Implications for practice and further research

Our findings suggest that not all clinicians – in this case at an academic medical center – possessed basic EBM knowledge and skills nor used the scientific literature optimally. This can help explain the observed gaps between the best available evidence and clinical practice [35]. Given that some physicians have not had any EBM training, and that the short training we designed and report on here had a favorable impact on EBM knowledge, attitudes and skills, we suggest that this kind of training can be beneficial and should be offered widely. It remains an important research task to assess the impact on clinical practice and patient outcomes of such training initiatives, as well as to develop and evaluate educational designs and clinical support systems that enable clinicians to learn about EBM and integrate it into their daily practice within existing resource constraints [65, 66].
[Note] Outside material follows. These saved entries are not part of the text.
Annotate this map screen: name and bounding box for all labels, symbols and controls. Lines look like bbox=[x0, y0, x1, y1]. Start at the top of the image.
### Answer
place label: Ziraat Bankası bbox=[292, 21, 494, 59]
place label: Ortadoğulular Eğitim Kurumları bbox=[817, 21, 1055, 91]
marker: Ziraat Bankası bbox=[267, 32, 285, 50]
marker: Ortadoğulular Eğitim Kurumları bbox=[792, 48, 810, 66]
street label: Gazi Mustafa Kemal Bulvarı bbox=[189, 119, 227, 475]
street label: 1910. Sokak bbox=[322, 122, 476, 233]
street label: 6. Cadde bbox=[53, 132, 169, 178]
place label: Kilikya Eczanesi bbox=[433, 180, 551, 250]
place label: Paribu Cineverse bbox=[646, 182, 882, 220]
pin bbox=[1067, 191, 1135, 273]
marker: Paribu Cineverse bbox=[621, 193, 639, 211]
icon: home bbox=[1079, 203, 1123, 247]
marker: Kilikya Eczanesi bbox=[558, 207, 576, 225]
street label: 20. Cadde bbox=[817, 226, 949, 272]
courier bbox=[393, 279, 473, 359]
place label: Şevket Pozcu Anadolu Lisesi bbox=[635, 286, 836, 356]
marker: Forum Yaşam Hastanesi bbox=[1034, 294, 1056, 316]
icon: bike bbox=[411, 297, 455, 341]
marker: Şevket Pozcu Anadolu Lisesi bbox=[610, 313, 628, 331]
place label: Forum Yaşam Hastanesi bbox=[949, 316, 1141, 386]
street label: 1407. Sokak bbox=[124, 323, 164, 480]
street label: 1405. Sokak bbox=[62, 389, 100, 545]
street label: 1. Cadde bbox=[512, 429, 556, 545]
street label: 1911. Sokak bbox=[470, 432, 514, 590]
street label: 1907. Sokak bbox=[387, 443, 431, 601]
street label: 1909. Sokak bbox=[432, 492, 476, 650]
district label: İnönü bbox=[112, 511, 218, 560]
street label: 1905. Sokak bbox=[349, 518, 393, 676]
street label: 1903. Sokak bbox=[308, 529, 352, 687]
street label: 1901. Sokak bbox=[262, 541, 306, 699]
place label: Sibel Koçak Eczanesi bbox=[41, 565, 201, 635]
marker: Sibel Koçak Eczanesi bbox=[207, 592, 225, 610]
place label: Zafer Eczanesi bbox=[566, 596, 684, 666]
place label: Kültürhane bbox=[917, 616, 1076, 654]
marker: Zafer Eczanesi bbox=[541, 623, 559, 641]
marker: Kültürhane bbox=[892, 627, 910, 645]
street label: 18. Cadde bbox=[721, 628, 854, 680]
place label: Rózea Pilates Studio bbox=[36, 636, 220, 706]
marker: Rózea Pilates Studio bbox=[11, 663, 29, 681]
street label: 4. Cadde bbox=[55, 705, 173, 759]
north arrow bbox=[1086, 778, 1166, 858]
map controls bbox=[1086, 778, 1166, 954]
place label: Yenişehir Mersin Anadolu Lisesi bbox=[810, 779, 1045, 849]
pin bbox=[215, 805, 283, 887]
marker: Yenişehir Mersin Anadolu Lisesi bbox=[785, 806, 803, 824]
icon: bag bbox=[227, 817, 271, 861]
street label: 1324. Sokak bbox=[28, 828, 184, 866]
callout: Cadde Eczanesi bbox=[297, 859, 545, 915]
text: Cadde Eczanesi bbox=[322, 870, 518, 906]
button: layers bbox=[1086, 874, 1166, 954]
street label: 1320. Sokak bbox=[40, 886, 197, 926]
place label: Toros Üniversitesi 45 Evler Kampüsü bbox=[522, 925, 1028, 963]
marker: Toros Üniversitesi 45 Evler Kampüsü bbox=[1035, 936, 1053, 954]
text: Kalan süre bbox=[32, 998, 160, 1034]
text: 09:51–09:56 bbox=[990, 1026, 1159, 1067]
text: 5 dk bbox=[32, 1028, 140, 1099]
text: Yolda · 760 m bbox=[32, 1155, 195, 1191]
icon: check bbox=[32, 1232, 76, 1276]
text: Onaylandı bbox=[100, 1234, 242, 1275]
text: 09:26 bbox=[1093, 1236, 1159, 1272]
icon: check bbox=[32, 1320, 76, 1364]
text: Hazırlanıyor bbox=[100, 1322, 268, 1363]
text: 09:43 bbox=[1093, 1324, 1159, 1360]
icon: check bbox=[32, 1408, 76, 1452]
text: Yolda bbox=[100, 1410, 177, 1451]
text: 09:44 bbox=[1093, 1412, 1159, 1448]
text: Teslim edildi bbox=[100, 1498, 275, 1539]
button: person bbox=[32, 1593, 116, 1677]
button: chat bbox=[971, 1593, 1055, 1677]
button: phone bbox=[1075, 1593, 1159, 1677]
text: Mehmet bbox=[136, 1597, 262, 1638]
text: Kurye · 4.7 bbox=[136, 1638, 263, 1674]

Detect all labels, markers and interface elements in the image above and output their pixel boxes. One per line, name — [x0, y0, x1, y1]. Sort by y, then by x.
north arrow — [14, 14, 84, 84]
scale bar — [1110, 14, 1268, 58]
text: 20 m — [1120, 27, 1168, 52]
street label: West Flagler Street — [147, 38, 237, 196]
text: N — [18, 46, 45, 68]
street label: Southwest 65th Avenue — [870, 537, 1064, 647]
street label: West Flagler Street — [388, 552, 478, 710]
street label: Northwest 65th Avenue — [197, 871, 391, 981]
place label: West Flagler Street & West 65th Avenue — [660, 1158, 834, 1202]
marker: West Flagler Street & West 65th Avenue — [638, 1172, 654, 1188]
Given how central EBM is to the mission of doctors and healthcare organizations, there is room for substantial improvement regarding its application in practice. The short EBM training evaluated in this study promoted knowledge, skills and attitudes conducive to such application among the minority of hospital doctors who were able to participate. If similar training were offered and supported widely, with concurrent evaluative studies, it could help improve clinical practice and patient health while developing the knowledge base for doing so.